A man walks by the Providence Regional Medical Center campus after a spokesman from the U.S. Centers for Disease Control and Prevention (CDC) said a traveler from China has been the first person in the United States to be diagnosed with the Wuhan coronavirus, in Everett, Washington, U.S. January 21, 2020.

A new SARS-like virus has killed at least nine people in China, infected hundreds of others, and had already reached the United States.

Fears have been mounting that the virus will spread all through the massive annual Lunar New Year celebration. A host of Asian countries and the United States have added new screening assessments for passengers from the epicenter of the outbreak - Wuhan, China.

Here's what we know about the virus:

1. It's entirely new

The virus seems to be a never-before-seen coronavirus strain - a massive virus family that was linked to Severe Acute Respiratory Syndrome (SARS), which killed hundreds in mainland China and Hong Kong between 2002 and 2003.

Arnaud Fontanet, head of the department of epidemiology on the Institut Pasteur in Paris, told AFP the modern virus strain turned into 80 percent genetically identical to SARS.

China has already shared the genome sequencing of this novel coronavirus with the global medical community.
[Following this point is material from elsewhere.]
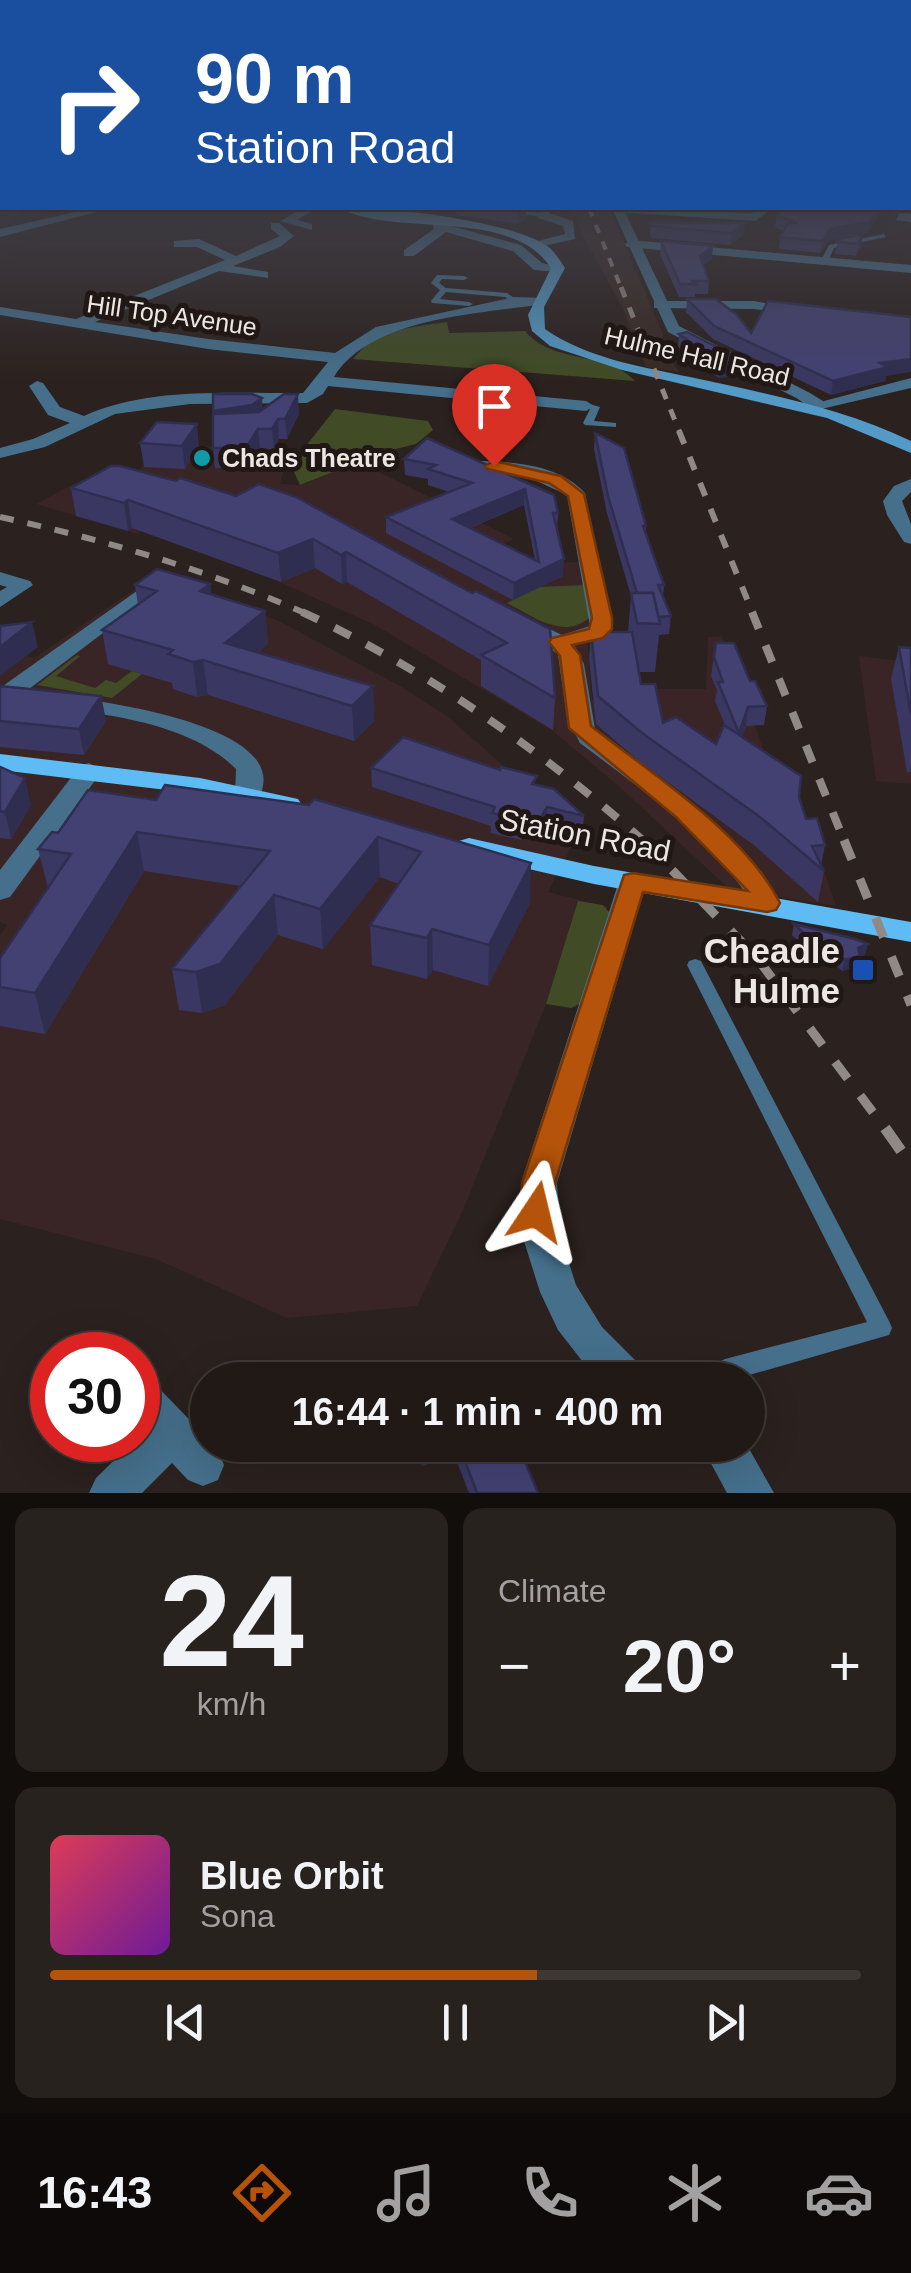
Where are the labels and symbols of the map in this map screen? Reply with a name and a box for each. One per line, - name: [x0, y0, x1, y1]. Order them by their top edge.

For now, it is called "Novel coronavirus (2019-nCoV)."

China Central Television reported on January 9 that many of the people who had become ill tested positive for the new virus. Scientists in China shared the genetic sequence of the new virus two days after, and the WHO applauded China's efforts.

2. It's being passed among humans

The World Health Organization stated Monday it believed an animal source became the "main source" of the outbreak. The Wuhan government identified a seafood marketplace as the center of the epidemic.

But China confirmed that the virus is now passing from person to person - without going to Wuhan's marketplace.

 

Doctor Nathalie MacDermott of King's College London stated it seems possible that the virus is unfolded through droplets in the air from sneezing or coughing.

The spread of the virus - which estimated that there had been some 1,343 cases in Wuhan - is similar to a projection of 1,700 last week by Imperial College, London, according to doctors of the University of Hong Kong.

3. It is milder than SARS

The symptoms of novel coronavirus appear to be less aggressive compared to SARS, and professionals say the demise toll is still noticeably low.

At least 25 out of 200 people infected in Wuhan have already been discharged, according to local officials.

Zhong Nanshan, a renowned scientist at China's National Health Commission, said examining 2019-nCoV is challenging since the patient's lung condition is not always like SARS.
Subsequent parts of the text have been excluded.